• [DIRECTIONS]: Look below and pull out each line with the word "weight".

Segment Open

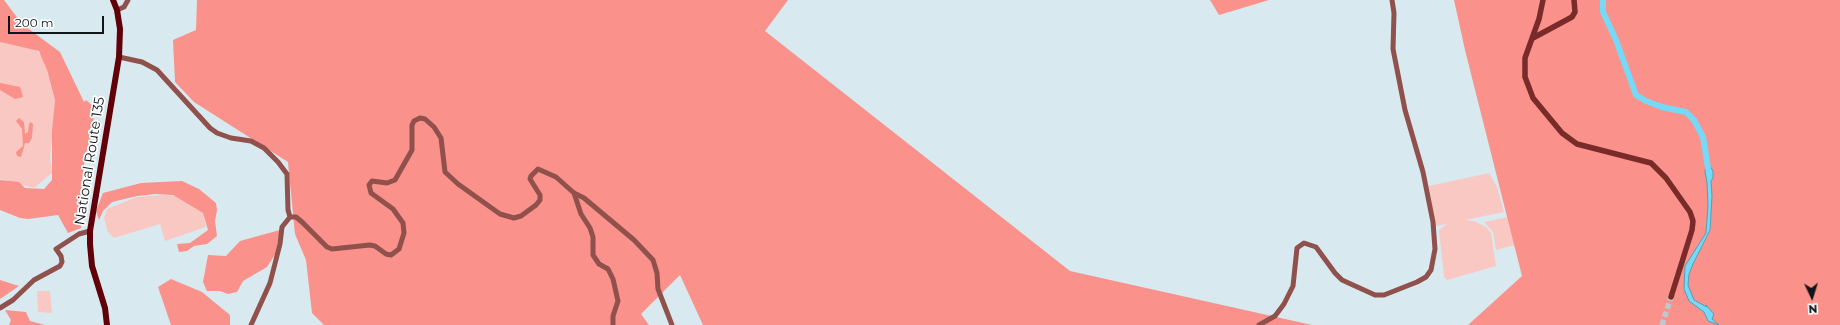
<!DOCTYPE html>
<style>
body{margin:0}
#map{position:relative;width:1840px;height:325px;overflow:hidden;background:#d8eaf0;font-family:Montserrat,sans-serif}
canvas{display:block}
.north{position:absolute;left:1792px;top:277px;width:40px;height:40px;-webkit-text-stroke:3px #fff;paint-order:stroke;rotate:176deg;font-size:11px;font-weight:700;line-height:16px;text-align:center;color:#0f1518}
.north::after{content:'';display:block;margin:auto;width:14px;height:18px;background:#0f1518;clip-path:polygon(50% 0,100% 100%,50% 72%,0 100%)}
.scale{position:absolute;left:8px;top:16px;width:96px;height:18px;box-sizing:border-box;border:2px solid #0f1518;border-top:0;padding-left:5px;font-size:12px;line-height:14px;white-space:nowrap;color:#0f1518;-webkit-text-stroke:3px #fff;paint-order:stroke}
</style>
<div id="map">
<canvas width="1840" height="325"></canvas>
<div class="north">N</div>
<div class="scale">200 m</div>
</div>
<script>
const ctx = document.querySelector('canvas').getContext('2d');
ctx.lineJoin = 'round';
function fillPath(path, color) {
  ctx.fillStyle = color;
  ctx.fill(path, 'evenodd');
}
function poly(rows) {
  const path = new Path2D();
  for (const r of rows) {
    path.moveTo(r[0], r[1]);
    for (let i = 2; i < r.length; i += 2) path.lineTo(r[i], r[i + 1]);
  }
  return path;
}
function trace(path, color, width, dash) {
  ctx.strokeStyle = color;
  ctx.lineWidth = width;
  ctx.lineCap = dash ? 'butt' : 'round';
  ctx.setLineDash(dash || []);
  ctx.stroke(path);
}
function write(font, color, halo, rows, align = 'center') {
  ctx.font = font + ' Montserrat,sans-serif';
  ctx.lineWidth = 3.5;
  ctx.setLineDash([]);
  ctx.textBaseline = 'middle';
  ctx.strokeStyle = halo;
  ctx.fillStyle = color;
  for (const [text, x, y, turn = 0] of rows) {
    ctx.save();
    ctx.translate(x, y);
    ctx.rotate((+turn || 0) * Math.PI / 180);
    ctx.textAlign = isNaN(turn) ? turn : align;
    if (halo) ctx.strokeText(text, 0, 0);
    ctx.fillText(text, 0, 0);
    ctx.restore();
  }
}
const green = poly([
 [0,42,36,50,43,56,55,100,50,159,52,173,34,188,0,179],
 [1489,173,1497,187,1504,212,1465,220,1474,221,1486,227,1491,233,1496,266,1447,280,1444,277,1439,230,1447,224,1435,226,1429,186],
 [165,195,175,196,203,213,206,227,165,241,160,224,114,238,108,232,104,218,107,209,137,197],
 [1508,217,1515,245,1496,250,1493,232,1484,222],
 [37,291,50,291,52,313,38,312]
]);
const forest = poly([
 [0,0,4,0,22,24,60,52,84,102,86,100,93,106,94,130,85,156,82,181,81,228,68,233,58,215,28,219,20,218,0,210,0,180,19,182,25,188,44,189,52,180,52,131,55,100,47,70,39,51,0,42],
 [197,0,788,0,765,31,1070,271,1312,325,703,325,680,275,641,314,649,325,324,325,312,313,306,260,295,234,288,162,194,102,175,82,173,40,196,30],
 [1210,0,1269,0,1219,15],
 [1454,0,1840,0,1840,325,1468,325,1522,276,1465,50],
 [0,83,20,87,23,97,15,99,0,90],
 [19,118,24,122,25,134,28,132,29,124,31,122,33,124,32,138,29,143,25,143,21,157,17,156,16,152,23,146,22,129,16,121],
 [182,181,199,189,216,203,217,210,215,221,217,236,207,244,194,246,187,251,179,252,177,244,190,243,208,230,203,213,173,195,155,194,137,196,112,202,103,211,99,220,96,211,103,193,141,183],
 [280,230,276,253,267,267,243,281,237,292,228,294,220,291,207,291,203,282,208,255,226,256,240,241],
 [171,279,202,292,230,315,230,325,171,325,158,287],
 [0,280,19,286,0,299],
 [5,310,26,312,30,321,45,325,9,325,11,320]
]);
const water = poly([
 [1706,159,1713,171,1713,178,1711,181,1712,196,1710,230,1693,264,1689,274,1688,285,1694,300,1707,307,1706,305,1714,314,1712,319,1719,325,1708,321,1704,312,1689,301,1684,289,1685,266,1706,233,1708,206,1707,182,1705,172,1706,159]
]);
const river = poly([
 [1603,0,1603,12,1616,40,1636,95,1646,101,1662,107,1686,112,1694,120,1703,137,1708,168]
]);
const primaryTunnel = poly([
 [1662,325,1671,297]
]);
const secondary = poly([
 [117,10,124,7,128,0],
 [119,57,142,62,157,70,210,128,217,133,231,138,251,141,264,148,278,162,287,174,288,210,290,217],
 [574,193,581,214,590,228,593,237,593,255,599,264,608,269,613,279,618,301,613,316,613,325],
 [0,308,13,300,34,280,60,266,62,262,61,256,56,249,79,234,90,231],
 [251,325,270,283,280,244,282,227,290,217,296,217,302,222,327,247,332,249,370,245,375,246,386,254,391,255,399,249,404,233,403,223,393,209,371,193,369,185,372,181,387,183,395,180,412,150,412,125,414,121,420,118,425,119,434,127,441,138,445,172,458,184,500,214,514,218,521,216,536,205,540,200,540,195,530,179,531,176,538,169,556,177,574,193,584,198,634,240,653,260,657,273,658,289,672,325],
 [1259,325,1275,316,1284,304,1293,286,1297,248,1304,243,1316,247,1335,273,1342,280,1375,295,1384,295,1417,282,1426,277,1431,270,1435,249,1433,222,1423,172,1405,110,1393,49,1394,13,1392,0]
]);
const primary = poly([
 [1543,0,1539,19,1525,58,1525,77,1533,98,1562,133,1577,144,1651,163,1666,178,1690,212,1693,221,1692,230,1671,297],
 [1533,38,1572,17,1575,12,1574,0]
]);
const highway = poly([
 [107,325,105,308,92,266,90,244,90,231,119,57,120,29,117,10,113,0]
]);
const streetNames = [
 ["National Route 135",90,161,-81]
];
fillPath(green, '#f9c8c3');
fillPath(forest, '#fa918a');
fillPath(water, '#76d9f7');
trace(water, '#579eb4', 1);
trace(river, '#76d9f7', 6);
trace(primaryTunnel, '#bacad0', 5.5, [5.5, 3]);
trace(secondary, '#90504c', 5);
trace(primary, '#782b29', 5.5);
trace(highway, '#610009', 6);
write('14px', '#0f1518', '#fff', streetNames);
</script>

Segment Closed
Segment Open

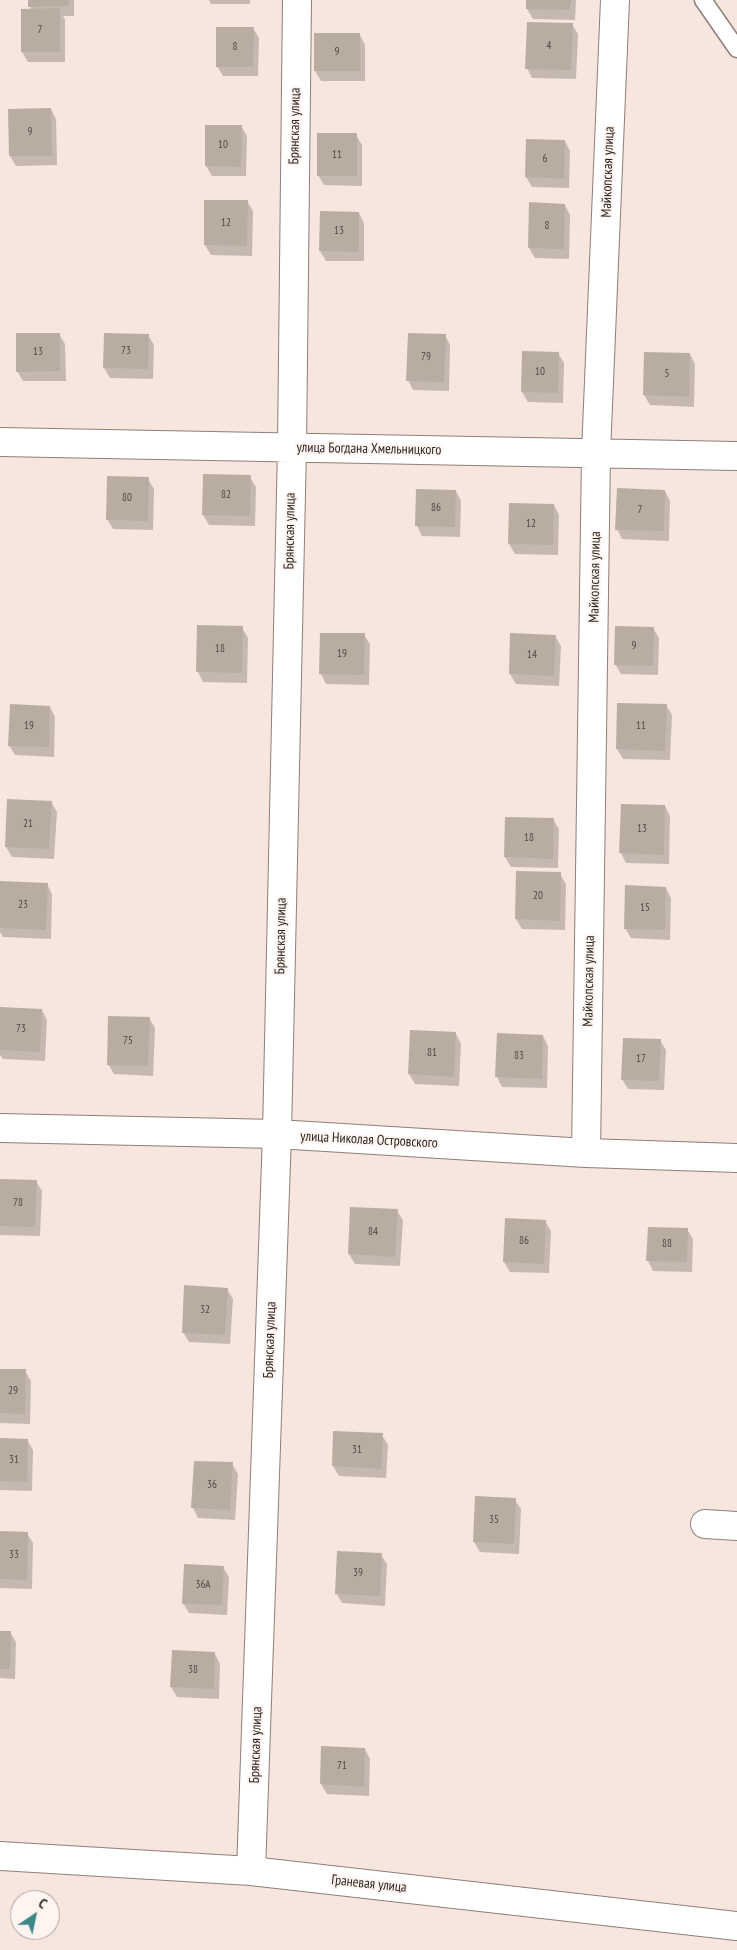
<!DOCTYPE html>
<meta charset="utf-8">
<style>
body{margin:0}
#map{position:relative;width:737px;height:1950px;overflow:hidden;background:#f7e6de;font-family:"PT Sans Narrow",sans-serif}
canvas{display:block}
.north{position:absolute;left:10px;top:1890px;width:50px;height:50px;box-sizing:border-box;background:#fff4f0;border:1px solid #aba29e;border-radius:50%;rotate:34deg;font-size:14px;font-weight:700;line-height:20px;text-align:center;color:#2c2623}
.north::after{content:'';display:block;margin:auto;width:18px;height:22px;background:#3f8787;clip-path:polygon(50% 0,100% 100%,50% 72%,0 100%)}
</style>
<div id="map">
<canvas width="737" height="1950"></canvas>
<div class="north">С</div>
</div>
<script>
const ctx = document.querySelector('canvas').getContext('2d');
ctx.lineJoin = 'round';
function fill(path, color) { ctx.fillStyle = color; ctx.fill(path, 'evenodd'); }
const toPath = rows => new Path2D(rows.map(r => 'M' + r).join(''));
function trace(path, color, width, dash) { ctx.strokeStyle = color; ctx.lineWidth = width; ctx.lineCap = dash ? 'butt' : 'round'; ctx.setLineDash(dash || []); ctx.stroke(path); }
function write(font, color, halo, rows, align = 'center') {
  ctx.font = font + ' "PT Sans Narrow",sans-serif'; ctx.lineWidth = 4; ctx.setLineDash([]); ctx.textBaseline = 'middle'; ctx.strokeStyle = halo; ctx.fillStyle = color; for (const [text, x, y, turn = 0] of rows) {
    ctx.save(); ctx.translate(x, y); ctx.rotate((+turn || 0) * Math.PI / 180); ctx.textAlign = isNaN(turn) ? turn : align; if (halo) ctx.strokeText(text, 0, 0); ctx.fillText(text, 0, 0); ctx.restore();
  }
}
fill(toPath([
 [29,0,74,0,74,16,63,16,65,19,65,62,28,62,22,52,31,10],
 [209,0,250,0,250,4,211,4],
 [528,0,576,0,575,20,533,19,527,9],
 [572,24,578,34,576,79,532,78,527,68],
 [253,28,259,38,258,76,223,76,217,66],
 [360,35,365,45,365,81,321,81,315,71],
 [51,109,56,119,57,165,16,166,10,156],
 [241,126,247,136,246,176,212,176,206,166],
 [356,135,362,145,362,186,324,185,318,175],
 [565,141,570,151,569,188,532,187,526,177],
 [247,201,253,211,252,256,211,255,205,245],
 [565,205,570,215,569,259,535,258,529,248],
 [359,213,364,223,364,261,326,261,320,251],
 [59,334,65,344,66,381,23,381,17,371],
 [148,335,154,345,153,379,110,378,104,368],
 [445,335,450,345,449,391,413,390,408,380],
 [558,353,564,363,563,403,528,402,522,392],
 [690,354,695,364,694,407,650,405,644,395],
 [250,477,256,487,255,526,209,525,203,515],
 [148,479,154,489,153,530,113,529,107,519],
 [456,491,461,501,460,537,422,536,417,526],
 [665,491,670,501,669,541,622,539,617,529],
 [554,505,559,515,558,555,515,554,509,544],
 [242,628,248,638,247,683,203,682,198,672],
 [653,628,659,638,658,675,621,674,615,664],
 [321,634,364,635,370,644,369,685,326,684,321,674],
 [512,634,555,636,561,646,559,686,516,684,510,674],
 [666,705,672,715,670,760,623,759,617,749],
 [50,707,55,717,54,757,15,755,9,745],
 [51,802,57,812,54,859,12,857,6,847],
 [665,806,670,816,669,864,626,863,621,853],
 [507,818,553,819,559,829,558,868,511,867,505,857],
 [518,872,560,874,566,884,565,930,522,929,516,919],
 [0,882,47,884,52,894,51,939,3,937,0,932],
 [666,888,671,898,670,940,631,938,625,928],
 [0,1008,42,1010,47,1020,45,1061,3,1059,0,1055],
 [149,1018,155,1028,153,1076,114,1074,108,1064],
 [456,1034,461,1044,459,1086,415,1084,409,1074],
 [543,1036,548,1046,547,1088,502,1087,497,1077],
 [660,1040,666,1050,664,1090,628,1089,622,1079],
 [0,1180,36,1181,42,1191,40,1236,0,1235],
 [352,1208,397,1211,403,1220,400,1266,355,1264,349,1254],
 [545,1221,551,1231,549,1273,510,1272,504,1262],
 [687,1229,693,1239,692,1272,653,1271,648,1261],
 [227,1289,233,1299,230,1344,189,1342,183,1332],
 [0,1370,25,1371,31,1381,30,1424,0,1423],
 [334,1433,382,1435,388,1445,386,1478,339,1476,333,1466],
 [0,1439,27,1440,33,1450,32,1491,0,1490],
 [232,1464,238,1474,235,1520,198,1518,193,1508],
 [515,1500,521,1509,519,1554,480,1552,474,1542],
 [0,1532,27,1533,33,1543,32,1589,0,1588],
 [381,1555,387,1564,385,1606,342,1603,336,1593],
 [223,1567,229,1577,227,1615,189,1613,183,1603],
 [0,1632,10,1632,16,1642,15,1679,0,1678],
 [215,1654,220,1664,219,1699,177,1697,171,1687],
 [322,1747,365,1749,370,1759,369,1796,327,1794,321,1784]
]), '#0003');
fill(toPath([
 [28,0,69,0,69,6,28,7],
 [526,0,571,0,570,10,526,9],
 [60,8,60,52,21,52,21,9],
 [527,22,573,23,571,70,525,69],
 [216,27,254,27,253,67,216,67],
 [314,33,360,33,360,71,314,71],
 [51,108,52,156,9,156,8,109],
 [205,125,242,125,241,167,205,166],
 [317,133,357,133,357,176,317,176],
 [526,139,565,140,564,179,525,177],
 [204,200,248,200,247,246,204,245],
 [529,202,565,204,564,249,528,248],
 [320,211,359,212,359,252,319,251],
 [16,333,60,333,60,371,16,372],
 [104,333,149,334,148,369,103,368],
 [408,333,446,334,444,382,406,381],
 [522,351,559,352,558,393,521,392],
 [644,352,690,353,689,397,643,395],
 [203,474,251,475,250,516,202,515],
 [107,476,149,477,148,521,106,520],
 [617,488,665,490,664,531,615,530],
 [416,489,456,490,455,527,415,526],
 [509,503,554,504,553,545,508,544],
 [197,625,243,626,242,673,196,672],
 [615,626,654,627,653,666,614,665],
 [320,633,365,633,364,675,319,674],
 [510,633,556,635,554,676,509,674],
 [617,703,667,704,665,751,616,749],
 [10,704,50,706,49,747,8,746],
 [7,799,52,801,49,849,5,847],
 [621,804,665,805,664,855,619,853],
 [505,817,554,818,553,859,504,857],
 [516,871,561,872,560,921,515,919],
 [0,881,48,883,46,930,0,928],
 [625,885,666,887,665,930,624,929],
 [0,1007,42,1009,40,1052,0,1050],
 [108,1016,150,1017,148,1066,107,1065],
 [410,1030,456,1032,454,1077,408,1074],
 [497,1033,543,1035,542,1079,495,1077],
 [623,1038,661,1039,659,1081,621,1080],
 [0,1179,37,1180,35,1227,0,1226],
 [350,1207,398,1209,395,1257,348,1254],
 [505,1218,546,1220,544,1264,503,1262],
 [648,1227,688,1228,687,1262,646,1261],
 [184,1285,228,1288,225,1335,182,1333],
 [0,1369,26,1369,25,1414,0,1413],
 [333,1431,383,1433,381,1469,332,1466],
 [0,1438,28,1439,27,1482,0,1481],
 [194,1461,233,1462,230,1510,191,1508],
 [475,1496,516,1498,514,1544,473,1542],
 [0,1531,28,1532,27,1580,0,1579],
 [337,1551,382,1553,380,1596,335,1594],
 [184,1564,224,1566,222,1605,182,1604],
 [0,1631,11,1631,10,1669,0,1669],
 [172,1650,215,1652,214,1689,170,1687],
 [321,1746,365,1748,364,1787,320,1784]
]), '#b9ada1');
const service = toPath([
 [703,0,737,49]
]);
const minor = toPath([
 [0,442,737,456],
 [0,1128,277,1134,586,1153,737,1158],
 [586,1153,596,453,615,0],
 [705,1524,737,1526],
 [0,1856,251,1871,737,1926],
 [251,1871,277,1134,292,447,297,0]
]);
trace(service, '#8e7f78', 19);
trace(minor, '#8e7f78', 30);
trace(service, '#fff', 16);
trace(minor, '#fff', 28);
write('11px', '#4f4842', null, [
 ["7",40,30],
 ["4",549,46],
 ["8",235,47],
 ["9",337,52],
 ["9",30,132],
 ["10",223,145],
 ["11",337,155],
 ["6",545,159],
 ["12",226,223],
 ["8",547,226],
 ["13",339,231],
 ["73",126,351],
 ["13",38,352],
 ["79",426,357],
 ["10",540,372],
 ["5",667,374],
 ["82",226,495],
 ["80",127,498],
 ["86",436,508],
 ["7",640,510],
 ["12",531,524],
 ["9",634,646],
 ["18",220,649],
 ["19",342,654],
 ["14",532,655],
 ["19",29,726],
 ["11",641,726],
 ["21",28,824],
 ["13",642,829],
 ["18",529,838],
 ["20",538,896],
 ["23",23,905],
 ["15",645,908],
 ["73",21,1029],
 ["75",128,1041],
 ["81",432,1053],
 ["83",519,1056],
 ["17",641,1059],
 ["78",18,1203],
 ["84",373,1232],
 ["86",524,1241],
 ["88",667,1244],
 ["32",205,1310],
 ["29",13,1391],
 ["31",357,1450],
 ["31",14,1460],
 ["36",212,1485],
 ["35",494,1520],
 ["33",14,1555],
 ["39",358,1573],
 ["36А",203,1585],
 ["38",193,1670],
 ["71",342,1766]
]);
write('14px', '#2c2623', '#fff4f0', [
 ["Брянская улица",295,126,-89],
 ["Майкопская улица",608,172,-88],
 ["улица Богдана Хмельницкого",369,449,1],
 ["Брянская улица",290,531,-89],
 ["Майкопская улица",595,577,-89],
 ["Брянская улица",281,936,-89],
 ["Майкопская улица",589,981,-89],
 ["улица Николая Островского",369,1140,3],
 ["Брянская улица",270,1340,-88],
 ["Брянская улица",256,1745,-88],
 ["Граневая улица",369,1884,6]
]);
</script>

Segment Closed

• [SOLVED EXERCISE]:
.north{position:absolute;left:1792px;top:277px;width:40px;height:40px;-webkit-text-stroke:3px #fff;paint-order:stroke;rotate:176deg;font-size:11px;font-weight:700;line-height:16px;text-align:center;color:#0f1518}
.north{position:absolute;left:10px;top:1890px;width:50px;height:50px;box-sizing:border-box;background:#fff4f0;border:1px solid #aba29e;border-radius:50%;rotate:34deg;font-size:14px;font-weight:700;line-height:20px;text-align:center;color:#2c2623}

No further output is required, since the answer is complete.